Norwegian Cruise Line offered up two of its ships and two islands as collateral in an attempt to raise $2bn and stave off bankruptcy, after bookings collapsed and customers clamoured for refunds in the wake of the coronavirus.
The Miami-based cruise operator, whose ships have been prevented from sailing due to the pandemic, warned there was “substantial doubt” about its ability to remain in business.
Shares in the company tumbled nearly 23 per cent on Tuesday, taking their year-to-date decline to 80 per cent, after it launched a $1.6bn stock and bond offering. It also announced that the buyout firm L Catterton was investing $400m in one of its subsidiaries, NCL Corp, and will be entitled to a board seat and one board observer.
The fundraising is critical not least since half of the customers on cancelled voyages were opting to take cash refunds rather than credits towards a future cruise.
The company has suspended all voyages until June 30 and the US Centers for Disease Control and Prevention has issued a no-sail order for cruise ships that lasts until July 24 or until Covid-19 is no longer considered a public health emergency, whichever comes first.
As of April 24, advance bookings for the rest of the year were “meaningfully lower” than in 2019, with pricing dropping precipitously, Norwegian said.

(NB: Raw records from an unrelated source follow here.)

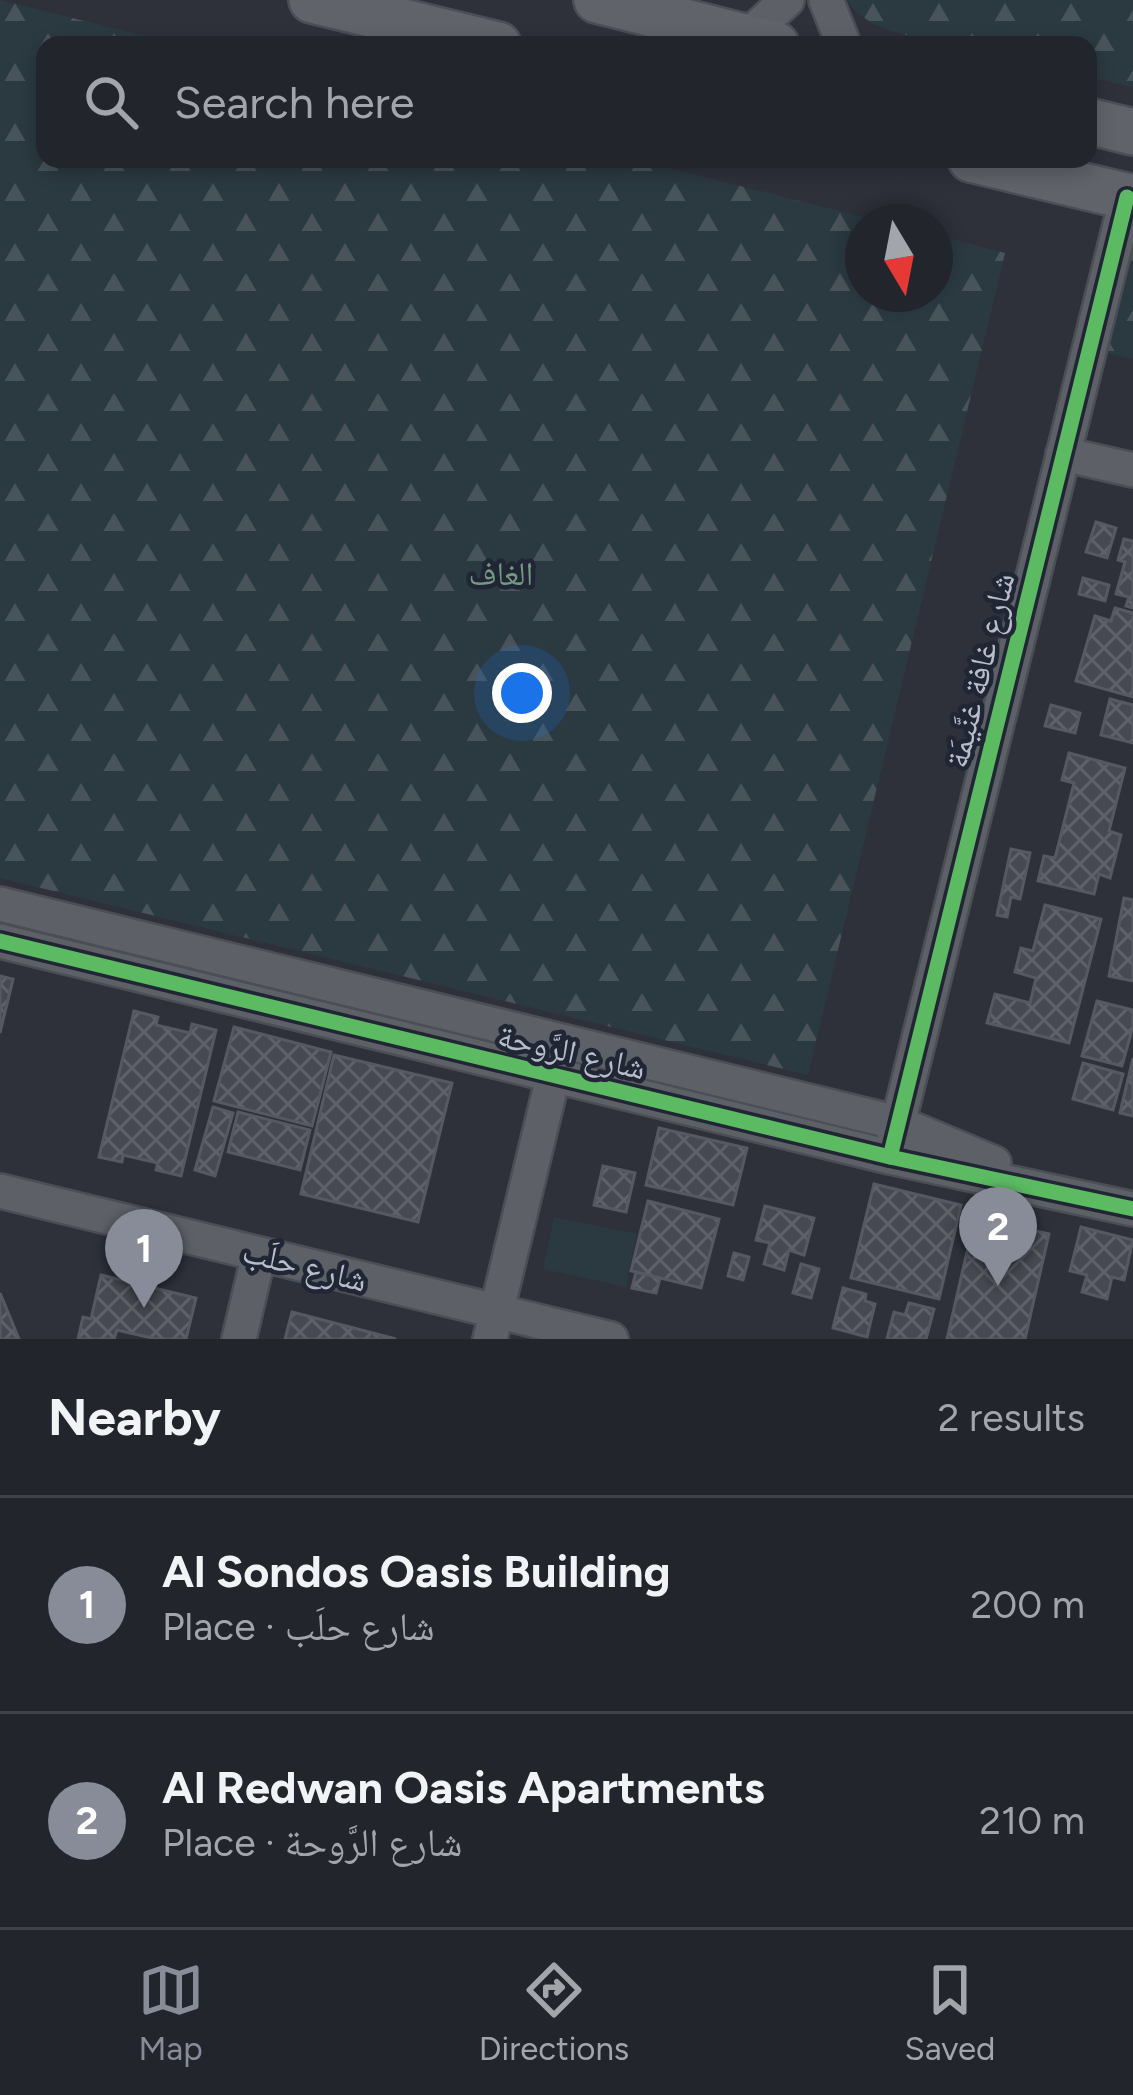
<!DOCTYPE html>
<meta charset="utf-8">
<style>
:root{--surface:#22252c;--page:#2e3138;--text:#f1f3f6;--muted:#a2a5a9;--line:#3f4248;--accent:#888c98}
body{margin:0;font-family:Figtree,"Noto Naskh Arabic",sans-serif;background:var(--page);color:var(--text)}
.compass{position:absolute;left:845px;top:204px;width:108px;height:108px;border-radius:50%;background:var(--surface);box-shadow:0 6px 18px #0003;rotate:170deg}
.you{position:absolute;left:522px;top:693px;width:42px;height:42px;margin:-30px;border:9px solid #fff;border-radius:50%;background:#1a73e8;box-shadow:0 0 0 18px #1a73e833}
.badge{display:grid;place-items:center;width:78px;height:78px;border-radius:50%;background:var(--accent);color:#fff;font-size:39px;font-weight:700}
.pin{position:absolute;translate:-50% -99px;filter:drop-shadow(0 3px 6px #0008)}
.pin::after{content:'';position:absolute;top:63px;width:42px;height:36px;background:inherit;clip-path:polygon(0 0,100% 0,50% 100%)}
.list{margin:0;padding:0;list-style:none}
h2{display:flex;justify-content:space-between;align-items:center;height:156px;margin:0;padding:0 48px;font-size:51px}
h2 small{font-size:39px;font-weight:400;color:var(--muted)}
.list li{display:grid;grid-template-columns:78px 1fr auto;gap:36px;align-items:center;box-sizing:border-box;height:216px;padding:0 48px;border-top:3px solid var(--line)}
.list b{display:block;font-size:45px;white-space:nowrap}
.list p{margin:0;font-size:39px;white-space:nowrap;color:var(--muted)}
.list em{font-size:39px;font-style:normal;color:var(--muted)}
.icon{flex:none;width:66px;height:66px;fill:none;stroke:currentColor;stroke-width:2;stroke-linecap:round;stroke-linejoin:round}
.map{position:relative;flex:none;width:1133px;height:1339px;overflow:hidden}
.search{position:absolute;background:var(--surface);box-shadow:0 6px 18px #0003;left:36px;right:36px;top:36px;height:132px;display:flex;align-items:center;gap:30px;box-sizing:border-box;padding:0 42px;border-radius:24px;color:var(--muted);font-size:45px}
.sheet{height:588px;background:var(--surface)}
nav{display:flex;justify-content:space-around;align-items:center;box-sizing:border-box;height:168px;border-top:3px solid var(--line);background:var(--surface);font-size:33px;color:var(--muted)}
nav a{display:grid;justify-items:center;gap:6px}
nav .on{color:var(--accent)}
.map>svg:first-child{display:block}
.green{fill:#2b3940}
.forest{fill:url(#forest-firs)}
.building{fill:url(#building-cross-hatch);stroke:#565961;stroke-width:3}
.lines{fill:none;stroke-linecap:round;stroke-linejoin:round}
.minor-casing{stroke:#4b4e54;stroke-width:38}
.major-casing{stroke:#4c4e57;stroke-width:50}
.minor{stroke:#5e6068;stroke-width:33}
.major{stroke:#60636a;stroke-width:45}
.cycleway-casing{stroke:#212635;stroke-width:22}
.cycleway{stroke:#5cba63;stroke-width:15}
.labels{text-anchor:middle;stroke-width:9;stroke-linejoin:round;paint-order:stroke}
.park-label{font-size:33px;fill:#729981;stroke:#212635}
.street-label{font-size:33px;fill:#b9bdca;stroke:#212635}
</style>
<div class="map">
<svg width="1133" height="1339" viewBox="0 0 1133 1339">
<defs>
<pattern id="forest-firs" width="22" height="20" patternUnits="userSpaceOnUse" patternTransform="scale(3)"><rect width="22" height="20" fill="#2b3940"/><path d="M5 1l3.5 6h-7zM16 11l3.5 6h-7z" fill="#48545a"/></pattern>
<pattern id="building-cross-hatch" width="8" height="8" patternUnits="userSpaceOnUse" patternTransform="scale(3)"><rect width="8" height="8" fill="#464951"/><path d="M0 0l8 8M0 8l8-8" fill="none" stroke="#5f6169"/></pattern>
</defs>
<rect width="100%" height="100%" fill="#2e313a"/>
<path class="green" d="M554,1217L637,1234L626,1287L543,1269Z"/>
<g class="forest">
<path d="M0,0L181,45H45V159H633L883,222H863V294H935V235L1005,253L808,1075L0,878Z"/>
<path d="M847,0H1133V87L1088,77V45C1029,45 879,55 847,0Z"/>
<path d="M1133,249V359L1104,352L1125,250Z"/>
</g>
<g class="building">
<path d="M1096,522L1116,528L1107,558L1086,552Z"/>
<path d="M1124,539L1133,541V608L1126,606L1129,597L1116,594L1125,562L1118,560Z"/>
<path d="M1083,578L1109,585L1105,601L1079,594Z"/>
<path d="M1115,608L1133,613V697L1076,681L1095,616L1111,621Z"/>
<path d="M1110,699L1133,705V743L1101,735Z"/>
<path d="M1051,705L1080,713L1075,733L1045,726Z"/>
<path d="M1069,753L1125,768L1109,831L1121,835L1110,878L1099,874L1094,894L1038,881L1044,856L1055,858L1074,783L1062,780Z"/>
<path d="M1011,849L1030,853L1020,899L1011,897L1007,917L997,915Z"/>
<path d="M1124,898L1133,900V981L1109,976Z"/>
<path d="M1045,905L1101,919L1069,1043L987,1023L995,994L1030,1003L1036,978L1015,972L1021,948L1033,951Z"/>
<path d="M0,976L13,979L0,1033Z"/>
<path d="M1097,1001L1133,1010V1026L1122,1066L1082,1056Z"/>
<path d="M134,1011L158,1017L156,1025L190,1033L192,1024L216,1030L181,1176L156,1170L158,1163L123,1155L122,1162L99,1157Z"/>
<path d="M234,1027L331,1052L312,1126L214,1101Z"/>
<path d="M334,1055L452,1083L418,1222L301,1194Z"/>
<path d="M1133,1058V1116L1120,1113Z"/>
<path d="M1083,1063L1123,1074L1113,1110L1073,1099Z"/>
<path d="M213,1107L233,1113L215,1176L195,1170Z"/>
<path d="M238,1112L310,1130L300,1170L228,1152Z"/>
<path d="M659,1128L747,1148L733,1205L646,1185Z"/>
<path d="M603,1166L635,1173L626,1212L594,1205Z"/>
<path d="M874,1184L961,1205L939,1299L851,1278Z"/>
<path d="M648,1201L719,1219L701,1288L631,1271Z"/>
<path d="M765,1206L814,1218L804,1255L789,1250L784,1270L764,1264L770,1243L756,1240Z"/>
<path d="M975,1217L1049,1234L1025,1339H947Z"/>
<path d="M1081,1227L1133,1240L1124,1280L1112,1277L1107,1299L1082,1292L1087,1275L1070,1271Z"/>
<path d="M734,1253L749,1257L743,1280L728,1276Z"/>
<path d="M801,1264L819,1269L811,1298L793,1293Z"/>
<path d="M636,1272L660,1278L656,1293L632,1288Z"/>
<path d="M101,1275L196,1298L186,1339H156L117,1330L114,1339H78L83,1317L91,1319Z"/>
<path d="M843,1288L866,1294L865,1301L875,1304L867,1337L833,1328Z"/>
<path d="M0,1293L19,1339H0Z"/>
<path d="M909,1303L934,1309L926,1339H887L894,1312L905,1315Z"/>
<path d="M292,1312L396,1339H285Z"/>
</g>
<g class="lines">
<defs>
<g id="minor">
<path d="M826,0L844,45"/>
<path d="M746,38L787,0"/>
<path d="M1063,454L1133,470"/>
<path d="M0,904L898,1123L994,1163"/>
<path d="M0,941L890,1157L1133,1209"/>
<path d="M893,1144L1127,197"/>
<path d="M0,1191L611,1339"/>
<path d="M239,1339L259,1254"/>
<path d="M490,1339L553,1077"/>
</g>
<g id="major">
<path d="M312,0L498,45"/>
<path d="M597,0L776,45"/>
<path d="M1088,121L1133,132"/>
<path d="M971,159L1133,198"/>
</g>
</defs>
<use href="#minor" class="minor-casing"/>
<use href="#major" class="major-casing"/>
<use href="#minor" class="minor"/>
<use href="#major" class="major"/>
<defs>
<g id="cycleway">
<path d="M0,941L890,1157L1133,1209"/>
<path d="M890,1157L1127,197"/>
</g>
</defs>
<use href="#cycleway" class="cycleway-casing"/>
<use href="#cycleway" class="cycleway"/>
</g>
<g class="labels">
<g class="park-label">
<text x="501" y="585">الغاف</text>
</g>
<g class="street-label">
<text transform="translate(979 670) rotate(-76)" y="12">شارع غافة غنَّيمَة</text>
<text transform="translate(572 1051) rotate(13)" y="12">شارع الرَّوحة</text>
<text transform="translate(305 1265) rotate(14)" y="12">شارع حلَب</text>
</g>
</g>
</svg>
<svg class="compass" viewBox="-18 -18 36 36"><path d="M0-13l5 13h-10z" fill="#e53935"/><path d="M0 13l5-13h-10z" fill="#a2a5a9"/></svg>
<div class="you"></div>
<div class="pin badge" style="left:144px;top:1308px">1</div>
<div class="pin badge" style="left:998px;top:1286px">2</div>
<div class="search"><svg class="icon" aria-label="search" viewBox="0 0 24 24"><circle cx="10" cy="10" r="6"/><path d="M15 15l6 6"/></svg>Search here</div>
</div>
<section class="sheet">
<h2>Nearby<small>2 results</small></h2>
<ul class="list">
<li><span class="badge">1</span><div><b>Al Sondos Oasis Building</b><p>Place · شارع حلَب</p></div><em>200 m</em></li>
<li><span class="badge">2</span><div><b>Al Redwan Oasis Apartments</b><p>Place · شارع الرَّوحة</p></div><em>210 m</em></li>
</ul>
</section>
<nav>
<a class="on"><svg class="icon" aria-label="map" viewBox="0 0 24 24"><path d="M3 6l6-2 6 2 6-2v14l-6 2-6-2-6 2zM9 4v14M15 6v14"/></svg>Map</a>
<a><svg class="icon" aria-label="directions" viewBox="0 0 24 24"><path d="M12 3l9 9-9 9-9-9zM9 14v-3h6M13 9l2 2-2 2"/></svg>Directions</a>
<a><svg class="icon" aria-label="saved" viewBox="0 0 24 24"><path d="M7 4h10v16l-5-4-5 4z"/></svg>Saved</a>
</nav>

If it were unable to fulfil its liquidity needs through the fundraising, it “may be necessary for us to reorganise our company in its entirety, including through bankruptcy proceedings, and our shareholders may lose their investment in our ordinary shares”, it said in a regulatory filing.
The company is hoping to raise $350m of new equity, as well as $1.25bn through two bond offerings. A $600m secured bond deal would offer investors two of the company’s ships and two islands as part of the collateral, according to a filing.
Norwegian’s last annual report said that the group owned a private island in the Bahamas — Great Stirrup Cay, which it used as a port-of-call on certain itineraries — and operated a cruise destination in Belize called Harvest Caye.
Initial pricing on the four-year secured bond signalled the company will have to pay up to 12.5 per cent to borrow the cash, far in excess of the average 6 per cent yield on unsecured debt from similarly rated issuers, according to an index run by Ice Data Services.
The deal is being offered as a slight discount, giving it an all-in yield of 13 per cent, according to the people.
The company said on Tuesday it expected to report first-quarter losses of between $1.8bn to $1.93bn but that it would delay filing its quarterly earnings report.
Norwegian has identified about $515m of capital expenditure reductions, it added, and has already cut costs by furloughing one-fifth of its shoreside employees until the end of July and cutting work hours and salaries for others.
The cruise operator also said it was co-operating with ongoing investigations by the Florida attorney-general and other attorneys-general and governmental agencies about its marketing to customers during the pandemic.
The company said between March 12 and April 30 it had been subject to three class action lawsuits alleging it “made false and misleading statements to the market and customers about Covid-19”.